[Opening Material supplied section]
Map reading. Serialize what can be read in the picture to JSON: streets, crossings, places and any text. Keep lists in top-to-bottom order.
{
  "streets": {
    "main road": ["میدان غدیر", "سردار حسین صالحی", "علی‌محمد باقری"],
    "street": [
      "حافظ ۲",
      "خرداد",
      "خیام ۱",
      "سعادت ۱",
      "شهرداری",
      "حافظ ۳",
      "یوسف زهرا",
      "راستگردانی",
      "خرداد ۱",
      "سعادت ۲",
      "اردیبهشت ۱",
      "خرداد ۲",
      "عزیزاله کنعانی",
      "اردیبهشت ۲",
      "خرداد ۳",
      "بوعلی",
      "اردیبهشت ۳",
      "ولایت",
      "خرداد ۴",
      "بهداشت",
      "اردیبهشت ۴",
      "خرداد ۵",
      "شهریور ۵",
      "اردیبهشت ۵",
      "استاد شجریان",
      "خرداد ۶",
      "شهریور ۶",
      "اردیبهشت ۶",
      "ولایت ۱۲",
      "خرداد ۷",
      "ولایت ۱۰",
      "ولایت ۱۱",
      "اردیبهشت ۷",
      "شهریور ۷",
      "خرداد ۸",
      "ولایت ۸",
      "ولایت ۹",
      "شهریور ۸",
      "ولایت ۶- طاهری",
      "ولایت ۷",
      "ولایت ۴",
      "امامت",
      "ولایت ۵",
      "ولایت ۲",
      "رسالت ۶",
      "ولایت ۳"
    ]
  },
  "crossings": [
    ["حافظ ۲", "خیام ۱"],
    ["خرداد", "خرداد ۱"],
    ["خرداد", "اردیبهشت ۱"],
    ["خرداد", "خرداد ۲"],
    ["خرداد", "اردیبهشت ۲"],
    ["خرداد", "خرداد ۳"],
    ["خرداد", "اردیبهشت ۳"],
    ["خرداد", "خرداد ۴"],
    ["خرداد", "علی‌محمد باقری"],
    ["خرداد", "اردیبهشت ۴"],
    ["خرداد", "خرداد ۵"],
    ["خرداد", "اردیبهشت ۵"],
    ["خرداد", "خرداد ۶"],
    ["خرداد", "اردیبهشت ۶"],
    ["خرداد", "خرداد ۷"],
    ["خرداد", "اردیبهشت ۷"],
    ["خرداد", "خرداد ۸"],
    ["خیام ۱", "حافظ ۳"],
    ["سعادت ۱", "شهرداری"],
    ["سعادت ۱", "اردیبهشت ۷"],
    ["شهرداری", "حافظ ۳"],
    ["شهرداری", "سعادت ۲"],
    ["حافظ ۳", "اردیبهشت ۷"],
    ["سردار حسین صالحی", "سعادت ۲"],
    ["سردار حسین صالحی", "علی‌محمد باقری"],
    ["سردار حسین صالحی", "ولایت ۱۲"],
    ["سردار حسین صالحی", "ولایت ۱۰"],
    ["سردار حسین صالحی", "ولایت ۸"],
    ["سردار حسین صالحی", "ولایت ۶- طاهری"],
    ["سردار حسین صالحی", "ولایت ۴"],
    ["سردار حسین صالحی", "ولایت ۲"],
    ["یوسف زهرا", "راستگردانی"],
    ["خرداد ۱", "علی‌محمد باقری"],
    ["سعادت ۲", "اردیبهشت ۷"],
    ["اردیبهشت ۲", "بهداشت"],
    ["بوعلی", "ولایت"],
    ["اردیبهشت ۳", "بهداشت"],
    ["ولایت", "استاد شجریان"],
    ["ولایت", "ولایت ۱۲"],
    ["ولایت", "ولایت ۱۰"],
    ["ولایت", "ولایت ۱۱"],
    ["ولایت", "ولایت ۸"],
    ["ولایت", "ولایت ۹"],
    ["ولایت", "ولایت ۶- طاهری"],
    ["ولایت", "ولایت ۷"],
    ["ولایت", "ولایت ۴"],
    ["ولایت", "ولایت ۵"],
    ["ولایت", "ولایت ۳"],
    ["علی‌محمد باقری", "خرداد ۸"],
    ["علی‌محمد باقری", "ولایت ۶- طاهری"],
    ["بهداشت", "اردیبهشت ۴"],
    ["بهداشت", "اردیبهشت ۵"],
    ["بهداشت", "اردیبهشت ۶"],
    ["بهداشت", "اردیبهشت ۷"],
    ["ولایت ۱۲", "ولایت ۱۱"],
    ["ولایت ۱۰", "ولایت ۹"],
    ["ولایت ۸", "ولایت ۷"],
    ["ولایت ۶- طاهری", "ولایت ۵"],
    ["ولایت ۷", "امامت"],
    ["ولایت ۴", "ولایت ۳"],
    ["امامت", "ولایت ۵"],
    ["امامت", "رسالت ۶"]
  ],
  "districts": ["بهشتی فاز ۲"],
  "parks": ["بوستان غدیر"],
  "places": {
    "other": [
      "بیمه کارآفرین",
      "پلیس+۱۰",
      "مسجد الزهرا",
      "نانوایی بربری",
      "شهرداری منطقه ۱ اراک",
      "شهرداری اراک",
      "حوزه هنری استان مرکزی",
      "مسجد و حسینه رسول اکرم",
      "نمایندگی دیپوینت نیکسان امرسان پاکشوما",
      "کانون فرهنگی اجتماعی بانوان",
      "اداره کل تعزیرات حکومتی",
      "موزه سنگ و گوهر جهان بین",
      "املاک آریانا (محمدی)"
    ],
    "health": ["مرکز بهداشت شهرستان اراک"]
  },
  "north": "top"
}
[Closing Material supplied section]
Action item: Report each line in the entries where the string "حافظ" occurs.

Answer to this exercise:
      "حافظ ۲",
      "حافظ ۳",
    ["حافظ ۲", "خیام ۱"],
    ["خیام ۱", "حافظ ۳"],
    ["شهرداری", "حافظ ۳"],
    ["حافظ ۳", "اردیبهشت ۷"],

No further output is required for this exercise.